What is a Bird Uric Spray/Splat?


Finding a white splatter on a rock along the shore or on your car is a normal find when birds are active in your area. These white splatters are from birds visiting and pooping on those surfaces, which may be enough knowledge for some – but the mystery absolutely does not have to stop there! If you are a nature sleuth like me, you may want to know how to identify the bird that made the scat. The first observation is to determine whether the splat has a tubular structure to it or if it is a uric splat.

A uric splat is a type of runny bird defecation characterized by having little to no solid material. It appears as a bright white fluid with small traces of black/brown semi-solids, but with no real structure. These scats are primarily composed of uric acid. (1)

Tubular American robin scat on the left and a uric splat of a herring gull on the right

Humans release their nitrogenous waste primarily in the form of urea which gets exited from the body through urine.
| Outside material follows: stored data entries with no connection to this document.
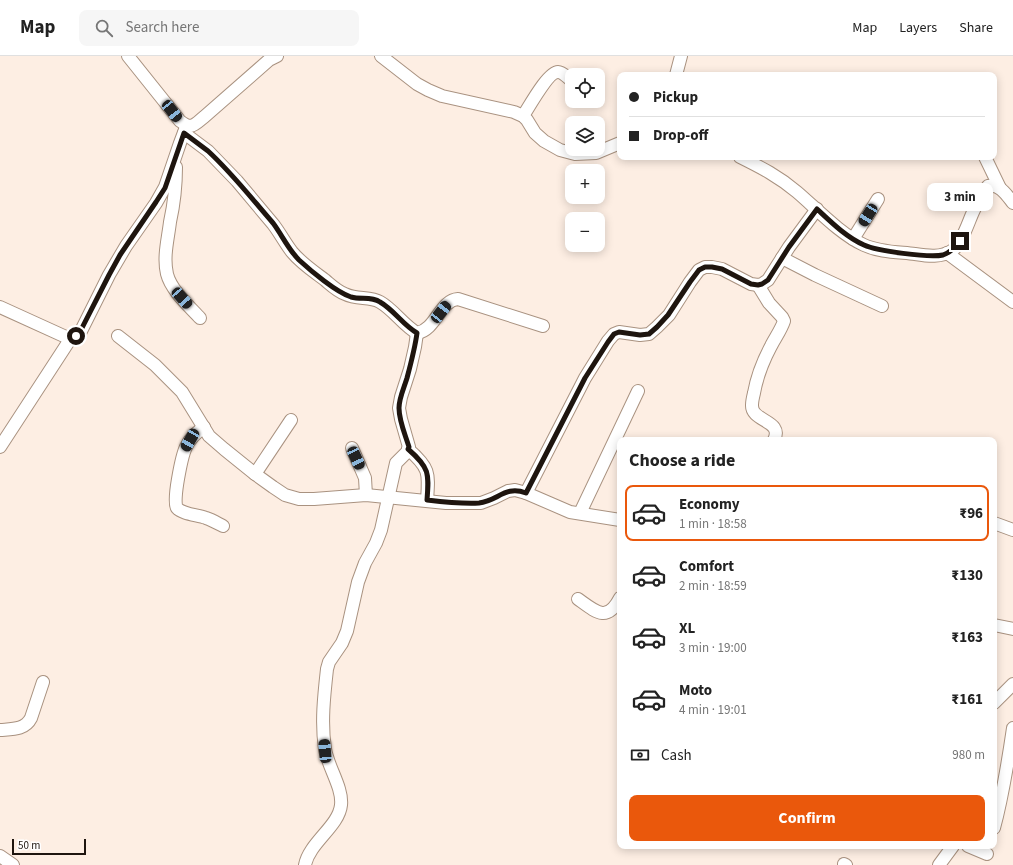 <!DOCTYPE html>
<meta charset="utf-8">
<style>
:root{--surface:#fff;--page:#f6f6f6;--text:#222;--muted:#767676;--line:#e0e0e0;--accent:#ea580c}
body{margin:0;font-family:"Source Sans 3",sans-serif;background:var(--page);color:var(--text);height:100vh;display:flex;flex-direction:column;font-size:15px;white-space:nowrap}
*{box-sizing:border-box;margin:0}
p{font-size:13px;color:var(--muted)}
.icon{flex:none;width:22px;height:22px;fill:none;stroke:currentColor;stroke-width:2;stroke-linecap:round;stroke-linejoin:round}
.map{position:relative;flex:1;overflow:hidden}
.details{position:absolute;left:617px;top:381px;width:380px;height:412px;display:flex;flex-direction:column;background:var(--surface);border-radius:8px;box-shadow:0 2px 10px #0003}
.details>*{flex:none}
.guide{position:absolute;left:617px;top:16px;width:380px;height:88px;border-radius:8px;box-shadow:0 2px 10px #0003;display:grid;align-content:center;height:88px;padding:0 12px;background:var(--surface)}
.tools{position:absolute;left:565px;top:12px;display:grid;gap:8px}
.tools a{display:grid;place-items:center;width:40px;height:40px;border-radius:8px;background:var(--surface);box-shadow:0 2px 10px #0003;font-size:20px}
.scale{position:absolute;left:12px;bottom:10px;width:74px;box-sizing:border-box;padding-left:4px;border:2px solid #1e150f;border-top:0;font-size:11px;line-height:14px;white-space:nowrap;color:#1e150f;-webkit-text-stroke:3px #fff;paint-order:stroke}
.end{position:absolute;width:18px;height:18px;margin:-9px;border:5px solid #1e150f;background:#fff;box-shadow:0 0 0 2px #fff}
.from{border-radius:50%}
.bubble{position:absolute;height:28px;border-radius:8px;background:var(--surface);box-shadow:0 2px 10px #0003;font-size:13px;font-weight:700;line-height:28px;text-align:center}
.car{position:absolute;width:12px;height:24px;margin:-12px -6px;border-radius:5px;box-shadow:0 0 3px 1px #0007;background:linear-gradient(#222 24%,#8ab4d8 0 40%,#222 0 76%,#8ab4d8 0 86%,#222 0)}
.guide b{display:flex;align-items:center;gap:14px;height:38px;font-size:15px}
.guide b+b{border-top:1px solid var(--line)}
.guide i{width:10px;height:10px;background:var(--text)}
ul{padding:0;list-style:none}
li{display:flex;align-items:center;gap:12px;height:56px;margin:0 8px 6px;padding:0 4px;border:2px solid transparent;border-radius:8px}
li div{flex:1}
li b{display:block;font-size:15px}
li em{font-style:normal;font-weight:700}
li.active{border-color:var(--accent)}
li>.icon{width:36px;height:36px;stroke-width:1.5}
h2{padding:0 12px;font-size:18px;line-height:48px}
.pay{display:flex;align-items:center;gap:10px;height:44px;padding:0 12px;font-size:15px}
.pay p{margin-inline-start:auto}
.button{display:flex;gap:8px;margin-top:auto;padding:8px 12px}
.button a{flex:1;height:46px;border-radius:8px;background:var(--accent);color:#fff;font-size:16px;font-weight:700;line-height:46px;text-align:center}
header{display:flex;align-items:center;gap:24px;box-sizing:border-box;height:56px;padding:0 20px;background:var(--surface);border-bottom:1px solid var(--line)}
header strong{font-size:19px}
nav{display:flex;gap:22px;margin-inline-start:auto;font-size:14px}
.search{width:280px;height:36px;background:var(--page);display:flex;align-items:center;gap:10px;box-sizing:border-box;padding:0 14px;border-radius:8px;color:var(--muted);font-size:15px}
.map>svg:first-child{display:block}
.lines{fill:none;stroke-linecap:round;stroke-linejoin:round}
.minor-casing{stroke:#a99280;stroke-width:14}
.minor{stroke:#fff;stroke-width:12}
.route{stroke:#1e150f;stroke-width:5}
</style>
<header>
<strong>Map</strong>
<div class="search"><svg class="icon" aria-label="search" viewBox="0 0 24 24"><circle cx="10" cy="10" r="6"/><path d="M15 15l6 6"/></svg>Search here</div>
<nav><a>Map</a><a>Layers</a><a>Share</a></nav>
</header>
<div class="map">
<svg width="1013" height="809" viewBox="0 0 1013 809">
<rect width="100%" height="100%" fill="#fdeee3"/>
<g class="lines">
<defs>
<g id="minor">
<path d="M128 0 180 65C192 74 194 69 204 61L269 4 277 0"/>
<polyline points="381,0 417,28 428,34 442,40 514,56 523,60 527,64 535,77 544,85 560,94 575,98 596,97 620,87"/>
<polyline points="676,19 681,0"/>
<path d="M523 60C529 51 548 16 558 16 562 16 567 21 571 24"/>
<path d="M184 77 208 95 237 125 273 168C280 177 285 187 292 196 301 207 313 215 325 224 331 229 337 235 345 238 357 244 370 240 380 246 394 254 403 269 417 277 436 274 440 244 458 243L543 270"/>
<path d="M740 101C762 112 778 120 797 136 817 153 840 178 864 189 879 196 898 196 915 198 928 200 941 202 953 194 962 187 968 167 973 156 977 147 982 138 988 130 1000 128 1006 138 1013 147"/>
<polyline points="985,101 1000,132"/>
<path d="M176 111C176 129 174 148 170 166 168 183 163 201 167 218 171 234 189 250 200 262"/>
<polyline points="853,183 878,143"/>
<polyline points="947,197 1013,246"/>
<polyline points="782,202 815,219 882,250"/>
<path d="M758 229 769 247 782 261 784 265C781 274 775 282 771 290 763 305 757 320 754 337 753 341 752 345 752 349 751 366 784 364 774 384"/>
<path d="M0 251 66 281C73 283 75 280 81 275L109 219 126 190 156 147 165 131 180 87 186 71"/>
<polyline points="118,280 155,309 182,336 209,380 224,393 255,418 273,431 285,439 299,443 314,443 366,439 446,447 481,447 494,442 508,435 515,434 526,437 570,456 620,464"/>
<path d="M204 371C196 377 190 382 186 391 182 399 172 446 177 452 182 458 198 459 206 462 212 464 217 467 223 470"/>
<polyline points="0,391 71,282"/>
<polyline points="352,392 365,422 366,439"/>
<path d="M408 393C430 412 429 417 427 444"/>
<polyline points="255,418 291,364"/>
<polyline points="526,437 585,322 608,285 614,278 619,276 640,279 649,278 657,271 669,259 690,226 699,214 705,211 712,211 722,213 751,228 758,229 762,228 768,224 789,191 817,153"/>
<polyline points="580,457 638,335"/>
<polyline points="994,467 1013,474"/>
<path d="M578 543C596 556 607 567 620 542"/>
<polyline points="994,569 1013,573"/>
<polyline points="994,647 1013,628"/>
<path d="M0 674C12 673 25 674 31 662L43 626"/>
<path d="M994 772C1003 739 1008 706 1013 672"/>
<polyline points="968,790 987,798"/>
<polyline points="0,800 13,809"/>
<polyline points="844,808 846,809"/>
<path d="M305 809C309 787 339 770 341 749 343 732 328 711 325 693 321 667 324 640 327 613L329 606 342 587 347 575 358 526 365 507 376 487 381 474 396 407 407 396 409 391 401 363 399 352 401 341 410 313 415 291 417 277"/>
<polyline points="939,809 953,790"/>
</g>
</defs>
<!-- minor casing -->
<use href="#minor" class="minor-casing"/>
<!-- minor -->
<use href="#minor" class="minor"/>
</g>
<g class="lines">
<!-- route -->
<path class="route" d="M76 280 80 276 84 268 109 219 120 199 156 146 165 132 184 77C192 83 200 89 208 95 232 117 252 143 273 167 282 179 288 193 299 204 311 215 336 236 351 241 361 244 371 240 380 246 394 254 403 269 417 277 415 292 411 307 407 322 404 332 399 342 399 352 399 365 405 378 409 391L408 393C430 412 429 418 427 444 444 446 462 448 479 447 498 445 505 429 526 437L585 322 608 286 614 278 619 276 640 279 649 278 657 271 668 259 690 226 699 214 705 211H712L722 213 751 228 758 229 762 228 768 224 789 191 817 153C831 166 846 181 864 189 877 195 929 202 943 199 951 196 955 191 960 185"/>
</g>
</svg>
<div class="tools">
<a><svg class="icon" aria-label="locate" viewBox="0 0 24 24"><circle cx="12" cy="12" r="6"/><path d="M12 2v4M12 18v4M2 12h4M18 12h4"/></svg></a>
<a><svg class="icon" aria-label="layers" viewBox="0 0 24 24"><path d="M12 4l9 5-9 5-9-5zM3 14l9 5 9-5"/></svg></a>
<a>+</a>
<a>−</a>
</div>
<div class="scale">50 m</div>
<i class="end from" style="left:76px;top:280px"></i>
<i class="end" style="left:960px;top:185px"></i>
<div class="bubble" style="left:927px;top:127px;width:66px">3 min</div>
<i class="car" style="left:172px;top:55px;rotate:142deg"></i>
<i class="car" style="left:868px;top:159px;rotate:212deg"></i>
<i class="car" style="left:182px;top:242px;rotate:138deg"></i>
<i class="car" style="left:441px;top:256px;rotate:38deg"></i>
<i class="car" style="left:190px;top:384px;rotate:210deg"></i>
<i class="car" style="left:356px;top:402px;rotate:155deg"></i>
<i class="car" style="left:325px;top:695px;rotate:355deg"></i>
<div class="guide">
<b><i class="from"></i>Pickup</b>
<b><i></i>Drop-off</b>
</div>
<section class="details">
<h2>Choose a ride</h2>
<ul>
<li class="active"><svg class="icon" aria-label="car" viewBox="0 0 24 24"><path d="M5 17H2v-5l4-1 3-4h7l3 4 3 1v5h-3M9 17h6M6 11h13"/><circle cx="7" cy="17" r="2"/><circle cx="17" cy="17" r="2"/></svg><div><b>Economy</b><p>1 min · 18:58</p></div><em>₹96</em></li>
<li><svg class="icon" aria-label="car" viewBox="0 0 24 24"><path d="M5 17H2v-5l4-1 3-4h7l3 4 3 1v5h-3M9 17h6M6 11h13"/><circle cx="7" cy="17" r="2"/><circle cx="17" cy="17" r="2"/></svg><div><b>Comfort</b><p>2 min · 18:59</p></div><em>₹130</em></li>
<li><svg class="icon" aria-label="car" viewBox="0 0 24 24"><path d="M5 17H2v-5l4-1 3-4h7l3 4 3 1v5h-3M9 17h6M6 11h13"/><circle cx="7" cy="17" r="2"/><circle cx="17" cy="17" r="2"/></svg><div><b>XL</b><p>3 min · 19:00</p></div><em>₹163</em></li>
<li><svg class="icon" aria-label="car" viewBox="0 0 24 24"><path d="M5 17H2v-5l4-1 3-4h7l3 4 3 1v5h-3M9 17h6M6 11h13"/><circle cx="7" cy="17" r="2"/><circle cx="17" cy="17" r="2"/></svg><div><b>Moto</b><p>4 min · 19:01</p></div><em>₹161</em></li>
</ul>
<div class="pay"><svg class="icon" aria-label="cash" viewBox="0 0 24 24"><path d="M3 7h18v10H3z"/><circle cx="12" cy="12" r="2"/></svg>Cash<p>980 m</p></div>
<div class="button"><a>Confirm</a></div>
</section>
</div>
In birds, nitrogenous waste exits alongside their scat (poop) in the form of uric acid. (2) The uric acid is what gives the scat the bright white color associated with bird poop. (3)

Most people are probably familiar with owl pellets – these are dense regurgitated balls from the bird’s crop (the first organ in a bird’s digestive system), filled with hair and bones from the prey of the owl. This is a byproduct of digestion and is separate from a scat. Pellets are released from the bird’s beak after all of the digestible material from their prey gets processed, and the bird needs to make room for new food in it’s crop. The owl will “vomit” the pellet out below a perch, roost, or some other resting spot. (4) Less commonly known is that there are many different birds that make pellets and it is typically pellet-producing birds that make uric splats!

The reason the pellet-producing-birds make uric splats is simply because they have less solid material that ends up in their scat because most of the solids came out as a pellet! Birds that make pellets, and therefore uric splats, include owls, hawks, corvids (ex. crows, ravens, and jays), gulls, herons, egrets, cormorants, terns, and many shorebirds. (5)

Uric Spray

A uric spray is a specific type of uric splat that is associated with hawks and falcons. Unlike owls, hawks and falcons will lean over – raise their tail and launch their scat in a projectile. This will appear as a line of small splatters rather than a typical uric splat as you would see in an owl. (6

When analyzing scat around a kill site or off a perch, look for differences in how it was released to determine whether it was a hawk or an owl that made the scat.

A cooper’s hawk projectile spray over the remains of a mourning dove
An owl “uric splat” that dribbled down the side of a perch

Brendan White

Brendan received a Bachelor of Science degree in Natural Resources from the University of New Hampshire and has received a Track and Sign III Certification from North American Tracker Certifications. Brendan considers himself a generalist naturalist and he loves to discover the stories written in the land.